Baritone Alan Titus has been many places since he gained prominence as the celebrant in Bernstein's "Mass" at the opening of the Kennedy Center. But last night at the end of his Terrace Theater recital that time seemed quite close as he launched into the encore -- the celebrant's wistful hymn, "A Simple Song."
This encore was, in some respects, one of the evening's finest moments. Titus had chosen a program almost staggeringly well-rounded, ranging from Purcell, Bach and Haydn through Schumann, Gounod and Rachmaninoff to a closing American set. He applied himself with knowledge and competence, handling the varied assignments capably. However, he paid a price for this versatility in the loss of interpretive depth.
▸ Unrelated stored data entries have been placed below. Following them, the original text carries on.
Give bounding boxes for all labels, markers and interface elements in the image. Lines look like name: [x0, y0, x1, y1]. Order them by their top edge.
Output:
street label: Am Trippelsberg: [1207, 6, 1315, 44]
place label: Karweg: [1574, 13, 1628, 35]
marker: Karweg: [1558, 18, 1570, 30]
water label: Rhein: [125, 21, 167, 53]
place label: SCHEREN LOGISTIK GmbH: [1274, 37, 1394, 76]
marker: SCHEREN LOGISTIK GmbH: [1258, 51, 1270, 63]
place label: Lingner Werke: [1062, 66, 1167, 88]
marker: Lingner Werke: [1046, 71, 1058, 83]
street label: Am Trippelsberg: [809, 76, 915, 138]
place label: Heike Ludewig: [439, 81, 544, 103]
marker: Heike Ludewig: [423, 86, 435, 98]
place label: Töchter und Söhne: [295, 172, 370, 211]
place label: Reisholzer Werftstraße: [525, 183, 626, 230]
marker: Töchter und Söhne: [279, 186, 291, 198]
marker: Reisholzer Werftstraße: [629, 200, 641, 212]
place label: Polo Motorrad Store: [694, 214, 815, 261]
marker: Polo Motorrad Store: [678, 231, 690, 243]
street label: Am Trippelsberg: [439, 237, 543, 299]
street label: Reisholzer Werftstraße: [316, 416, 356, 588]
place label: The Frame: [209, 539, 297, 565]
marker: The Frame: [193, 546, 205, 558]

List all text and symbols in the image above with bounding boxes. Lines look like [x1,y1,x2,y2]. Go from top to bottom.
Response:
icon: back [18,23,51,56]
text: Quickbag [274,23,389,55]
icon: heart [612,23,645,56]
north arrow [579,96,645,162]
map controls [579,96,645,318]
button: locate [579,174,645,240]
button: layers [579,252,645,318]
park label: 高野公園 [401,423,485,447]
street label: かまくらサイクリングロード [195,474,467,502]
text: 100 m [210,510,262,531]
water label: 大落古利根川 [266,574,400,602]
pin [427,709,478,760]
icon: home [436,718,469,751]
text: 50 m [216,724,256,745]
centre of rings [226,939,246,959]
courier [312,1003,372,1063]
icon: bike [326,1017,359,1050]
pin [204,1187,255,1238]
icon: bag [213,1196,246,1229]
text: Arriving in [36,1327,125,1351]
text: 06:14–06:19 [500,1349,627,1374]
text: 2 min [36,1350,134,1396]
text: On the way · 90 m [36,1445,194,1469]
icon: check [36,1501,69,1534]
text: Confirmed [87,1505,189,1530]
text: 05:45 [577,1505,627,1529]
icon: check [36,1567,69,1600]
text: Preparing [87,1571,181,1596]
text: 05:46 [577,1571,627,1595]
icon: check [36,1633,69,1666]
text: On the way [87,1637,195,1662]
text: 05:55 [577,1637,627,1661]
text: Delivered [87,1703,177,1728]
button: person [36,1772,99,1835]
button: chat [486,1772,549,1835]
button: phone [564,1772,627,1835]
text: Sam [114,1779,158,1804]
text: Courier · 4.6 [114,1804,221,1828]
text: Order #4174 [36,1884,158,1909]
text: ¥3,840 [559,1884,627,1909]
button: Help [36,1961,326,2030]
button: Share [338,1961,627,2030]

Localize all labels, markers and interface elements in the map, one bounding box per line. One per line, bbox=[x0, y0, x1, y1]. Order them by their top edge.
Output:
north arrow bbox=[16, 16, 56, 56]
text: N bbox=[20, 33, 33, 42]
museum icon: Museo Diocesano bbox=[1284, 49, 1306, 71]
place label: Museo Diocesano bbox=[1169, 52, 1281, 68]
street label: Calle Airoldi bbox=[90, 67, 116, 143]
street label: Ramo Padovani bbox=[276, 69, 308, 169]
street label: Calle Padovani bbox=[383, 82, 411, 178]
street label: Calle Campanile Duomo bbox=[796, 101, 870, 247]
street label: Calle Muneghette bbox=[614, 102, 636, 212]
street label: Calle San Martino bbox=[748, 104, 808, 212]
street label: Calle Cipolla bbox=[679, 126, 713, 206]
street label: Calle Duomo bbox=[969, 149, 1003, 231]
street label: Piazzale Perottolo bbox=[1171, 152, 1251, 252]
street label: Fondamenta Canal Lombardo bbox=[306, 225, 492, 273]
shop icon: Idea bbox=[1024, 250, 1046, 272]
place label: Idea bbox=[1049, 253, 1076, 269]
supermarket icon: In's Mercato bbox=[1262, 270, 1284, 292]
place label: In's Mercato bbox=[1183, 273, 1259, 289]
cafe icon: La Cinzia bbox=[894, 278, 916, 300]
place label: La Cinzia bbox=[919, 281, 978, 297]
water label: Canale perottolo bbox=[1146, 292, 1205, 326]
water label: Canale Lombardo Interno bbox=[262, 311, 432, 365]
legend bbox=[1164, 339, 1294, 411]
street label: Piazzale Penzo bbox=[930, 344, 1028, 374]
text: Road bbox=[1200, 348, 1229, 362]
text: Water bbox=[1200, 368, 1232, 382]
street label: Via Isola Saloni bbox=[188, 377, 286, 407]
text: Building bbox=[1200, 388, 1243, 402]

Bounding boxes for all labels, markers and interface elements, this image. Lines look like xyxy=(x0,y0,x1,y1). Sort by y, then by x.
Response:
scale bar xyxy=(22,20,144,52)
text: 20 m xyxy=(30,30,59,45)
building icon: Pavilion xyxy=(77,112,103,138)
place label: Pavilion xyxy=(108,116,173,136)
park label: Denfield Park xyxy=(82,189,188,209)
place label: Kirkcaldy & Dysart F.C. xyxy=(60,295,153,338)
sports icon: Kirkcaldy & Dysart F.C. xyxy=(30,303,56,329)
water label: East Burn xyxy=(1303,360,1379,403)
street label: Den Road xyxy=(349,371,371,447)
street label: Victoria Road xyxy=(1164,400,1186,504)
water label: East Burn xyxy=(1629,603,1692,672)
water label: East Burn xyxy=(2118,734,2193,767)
Too often, particularly during the first half of the recital, Titus gave his audience clearly articulated diction, controlled shifts in dynamic levels, careful changes in vocal weight and color. Coming to terms with the songs technically, he conveyed little sense of their inner life or a particular point of view. The single line or strategic detail upon which a song rested was often ignored or poorly prepared. In Haydn's "She Never Told Her Love," for example, the key to the song rests with the simple repetition of the word "smiling," as the poet marvels at the lady's stoicism in the face of grief. Titus left his listeners uncertain of the mood, failing to find the subtle stress that would throw the repetition into relief.
To move toward a convincing interpretation of Schumann's "Liederkreis, Op. 39," Titus needs to do much more of this kind of detailed thinking than he did for last night's performance. Curiously, his voice at times took on a cold, thin edge, which may have been a mental rather than vocal problem since the timbre of his voice is generally warm and pleasing.
Titus seemed closer to his material in the second half, starting off with a frothy rendering of Gounod's "Mab, la reine des mensonges," which showed his particular flair for the French idiom. He does exceptionally well with this light, rapid style, as an engaging Stephen Foster patter song titled "If You've Only Got a Moustache" confirmed.
Pianist Michael Fardink brought a strong stylistic sense and a wide range of touches to the accompaniment.